I cite this passage at some length because its argument has been so thoroughly internalized in our own “advanced” discourses about the place of the aesthetic in our culture. The demise of the transcendental Ego, of the authentic self, of the Poet as lonely Genius, of a unique artistic style: these, as we have seen, are now taken as something of a given. In their group manifesto “Aesthetic Tendency and the Politics of Poetry” (1988), for example, Ron Silliman, Carla Harryman, Lyn Hejinian, Steve Benson, Bob Perelman, and Barrett Watten concur that “our work denies the centrality of the individual artist. . . . The self as the central and final term of creative practice is being challenged and exploded in our writing.” And, given the tedious and unreflective claim for the unique insight and individual vision that has characterized so large a portion of mainstream poetry, the case for an “alternative” poetics remains compelling.

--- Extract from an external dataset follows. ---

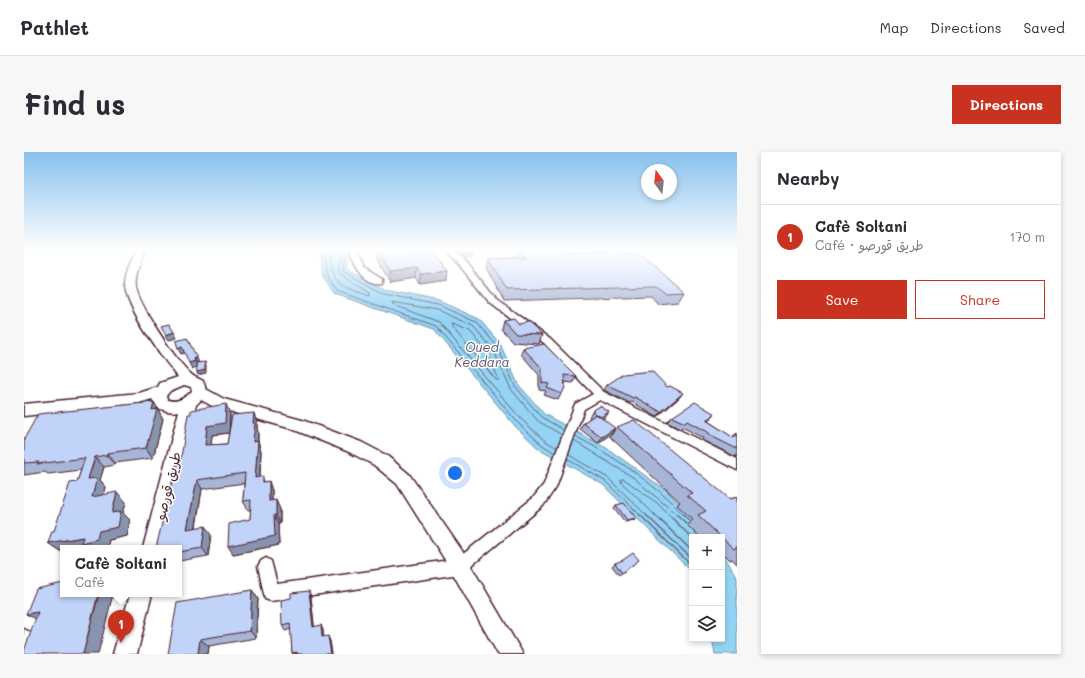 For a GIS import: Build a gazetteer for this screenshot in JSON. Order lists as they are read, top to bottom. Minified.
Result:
{"streets":{"main road":["طريق قورصو"]},"water":["Oued Keddara"],"north":"top","page":{"header":"Pathlet","nav":["Map","Directions","Saved"],"buttons":["Directions",["Save","Share"]],"title":"Find us","heading":"Nearby","list":[{"mark":"1","name":"Cafè Soltani","note":"Café · طريق قورصو","value":"170 m"}],"map_buttons":["+","−"],"popup":["Cafè Soltani","Café"],"pins":"1"}}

At the same time, now that the exploratory poetries associated with the Language movement are more than twenty years old, Jameson’s formulations (and related theories of the postmodern) have lost much of their edge. For, even if we set aside the work of mainstream poets like the American laureates Robert Pinsky and Robert Hass, Mark Strand and Rita Dove, even if we restrict ourselves to the poets of the counterculture represented in, say, Jerome Rothenberg and Pierre Joris’s new Poems for the Millenium (1998), differences between the various poets now strike us as more significant than similarities or group labels. Such counters as “asyntacticality” or the “disappearance of the referent” or even the “materiality of the sign” cannot alter the simple fact that we can easily tell a Charles Bernstein poem from one by Steve McCaffery, a Tom Raworth sequence from one by Allen Fisher, a Maggie O’Sullivan “verbovisivocal” text from one by Susan Howe. More important: the breakdown of the High/Low distinction, accepted as a cornerstone of postmodernism by the theorists of the seventies and eighties, is coming under increasing suspicion as common sense tells us that all artworks are not, after all, equally “valuable” (whatever “valuable” means), and that when, for example, Frank Sinatra is called, as he has been in the wake of his recent death, “one of the great artists of the century,” this statement is not really equivalent to the proposition that John Cage is one of the great artists of the century. For one thing, the two assertions call for different speakers. For another, they posit different contexts. The word “great” in any case, means something different in the two cases, as does the word “artist.” Even “One of” is unstable: Sinatra fans were comparing their idol, not only to other “great” singers and movie stars but to tycoons of the American record industry, those savvy entrepreneurs who know how to market a given label. In the case of Cage, on the other hand, “one of” would refer to the international avant-garde market– the Hörspiele heard on German radio as well as the Zen art of Japan.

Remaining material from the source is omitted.